A larger pants size isn’t the only effect that HFCS can have on your body. A 2007 study by the American Chemical Society reported that drinks loaded with HFCS were brimming with reactive carbonyls, radioactive compounds which can potentially cause diabetes through cell and tissue damage. A 2009 University of California study offered additional damning evidence concerning the syrup’s effects on human health. Though the study featured a small sampling size (16 participants), it found that increased consumption of HFCS formed additional fat cells around the participants’ heart, liver and digestive organs. The subjects also exhibited food-processing problems linked to diabetes and heart disease.
High fructose corn syrup can also wreak havoc with your blood pressure, liver and kidneys. A report issued by Medical News Today noted that 2 ½ sugar-heavy drinks per day, containing approximately 74mg of HFCS, would be sufficient enough to raise your risk of high blood pressure by 28 to 87 percent. High fructose corn syrup can lead to steady fat buildup around the liver, a development that can have long-term repercussions for the organ, including cirrhosis and liver scarring. A small amount of the sweetener also winds up in your kidneys, where it can produce uric acid, a waste product that in high levels may trigger kidney disease.
Adjusting Your Diet
High fructose corn syrup may have an almost ubiquitous presence at the supermarket, convenience store and other food outlets, but it can still be avoided. Here are some simple steps that can help you cut out this artificial additive out of your diet.

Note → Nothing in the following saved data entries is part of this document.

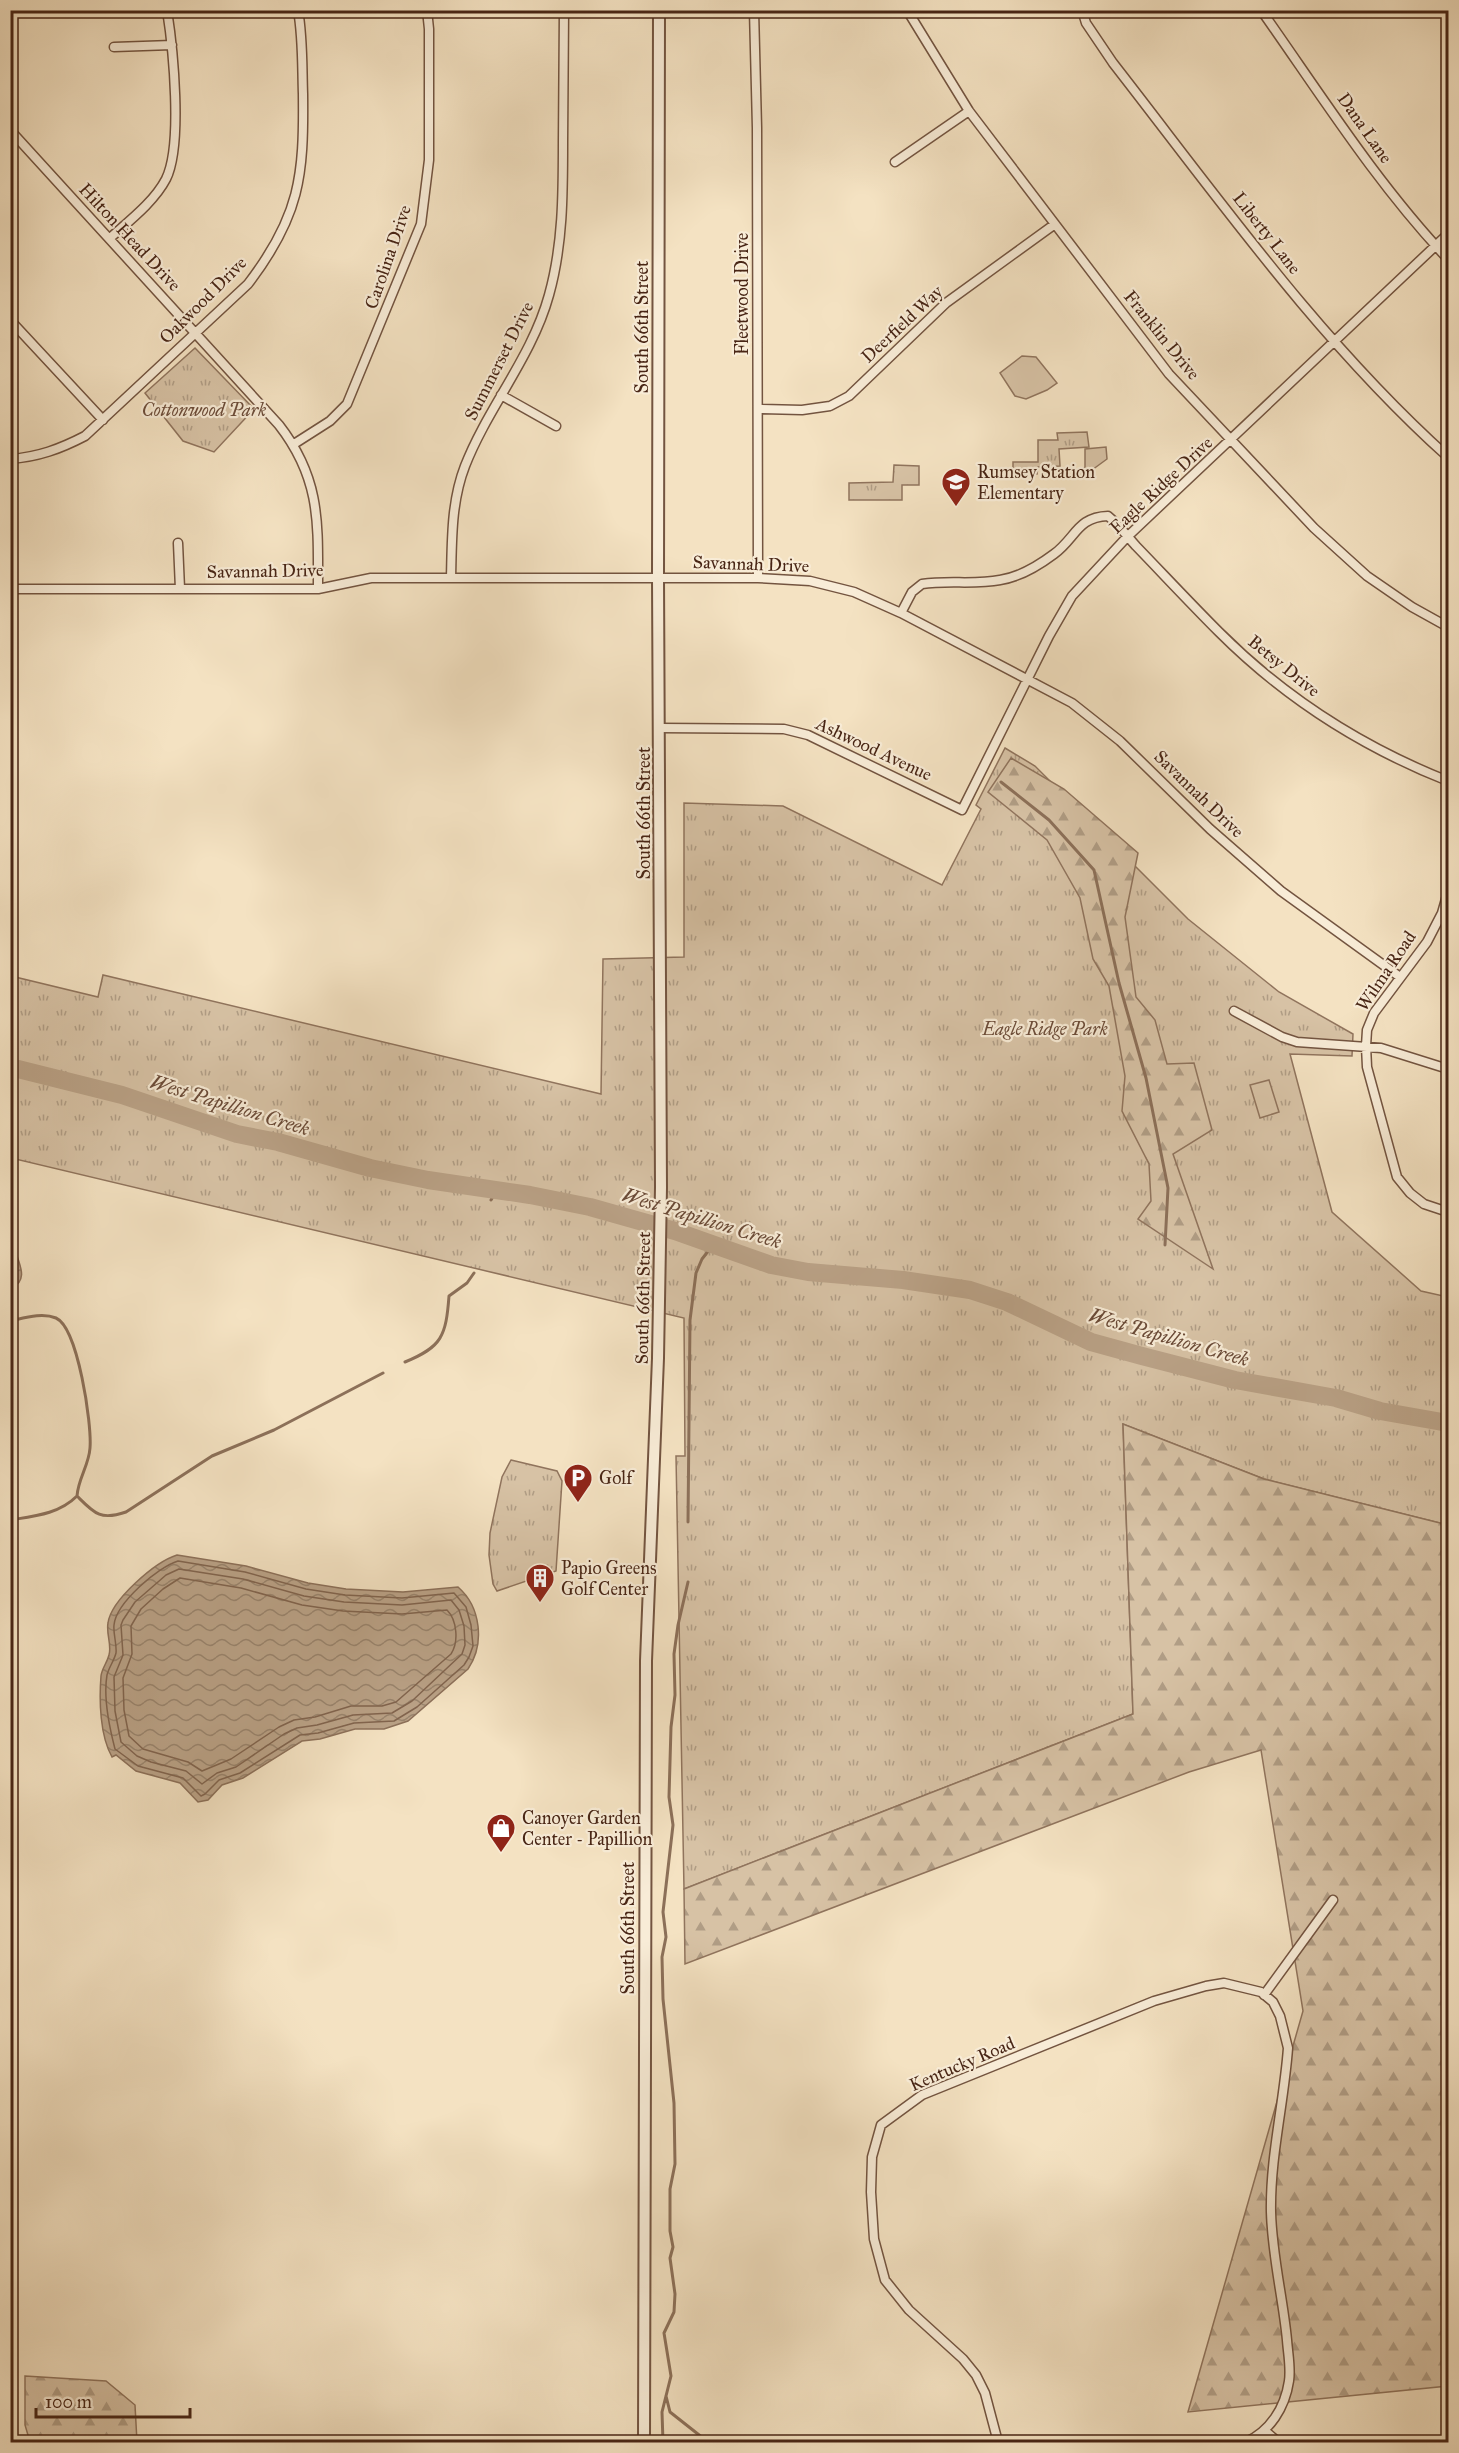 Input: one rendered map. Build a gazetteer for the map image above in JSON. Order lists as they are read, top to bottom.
{
  "streets": {
    "street": [
      "Dana Lane",
      "Liberty Lane",
      "Hilton Head Drive",
      "Carolina Drive",
      "Fleetwood Drive",
      "Oakwood Drive",
      "Deerfield Way",
      "South 66th Street",
      "Franklin Drive",
      "Summerset Drive",
      "Eagle Ridge Drive",
      "Savannah Drive",
      "Betsy Drive",
      "Ashwood Avenue",
      "Wilma Road",
      "Kentucky Road"
    ]
  },
  "crossings": [
    ["Dana Lane", "Eagle Ridge Drive"],
    ["Liberty Lane", "Eagle Ridge Drive"],
    ["Hilton Head Drive", "Carolina Drive"],
    ["Hilton Head Drive", "Oakwood Drive"],
    ["Hilton Head Drive", "Savannah Drive"],
    ["Fleetwood Drive", "Deerfield Way"],
    ["Fleetwood Drive", "Savannah Drive"],
    ["Deerfield Way", "Franklin Drive"],
    ["South 66th Street", "Savannah Drive"],
    ["South 66th Street", "Ashwood Avenue"],
    ["Franklin Drive", "Eagle Ridge Drive"],
    ["Summerset Drive", "Savannah Drive"],
    ["Eagle Ridge Drive", "Savannah Drive"],
    ["Eagle Ridge Drive", "Betsy Drive"],
    ["Eagle Ridge Drive", "Ashwood Avenue"],
    ["Savannah Drive", "Betsy Drive"],
    ["Savannah Drive", "Wilma Road"]
  ],
  "water": ["West Papillion Creek"],
  "parks": ["Cottonwood Park", "Eagle Ridge Park"],
  "places": {
    "school or university": ["Rumsey Station Elementary"],
    "parking": ["Golf"],
    "building": ["Papio Greens Golf Center"],
    "shop": ["Canoyer Garden Center - Papillion"]
  },
  "scale_bar": "100 m"
}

Skip the Sodas – This is an obvious one, as Coke and Pepsi were among the first big-name brands to use HFCS. Try to drink soda on only rare occasions.
Be 100% Sure to Buy the Right Juice – You may have recently picked up some juice at the grocery store, thinking you have bought a healthy product. Unfortunately, many juices are sweetened with high fructose corn syrup. Make sure to opt for juices marked “100% juice.” If the juice doesn’t have this label, odds are that it is made with HFCS. You can confirm your suspicions by checking the ingredients label on the back.
Cut Down on Processed Food – They may be tasty, but packaged and processed foods are big offenders when it comes to containing HFCS. In a nutshell, processed foods are foods that have been altered from their natural state, allowing them to be preserved and eaten at a later date. Processed foods are foods that have either been canned, frozen, refrigerated, or dehydrated. These foods can also contain refined sugars, refined vegetable oils, white wheat flour, artificial sweeteners and food additives.
Put the Brakes on Your Fast Food Intake – While it’s common knowledge that fast food derails your diet, many consumers are unaware that items like hamburger buns and ketchup are chalked full of HFCS. Fast food chains regularly use HFCS to add taste to their offerings, and to extend the shelf life of their product ingredients.
When in Doubt, Check the Label – It’s easy to be fooled into buying a supposedly “healthy” item that is filled with artificial junk like HFCS. Fortunately for health-conscious shoppers, food and beverage producers are required by law to list the ingredients of their products. If you’re not sure if an item has high fructose corn syrup, simply check the ingredients label on the back of the package or container.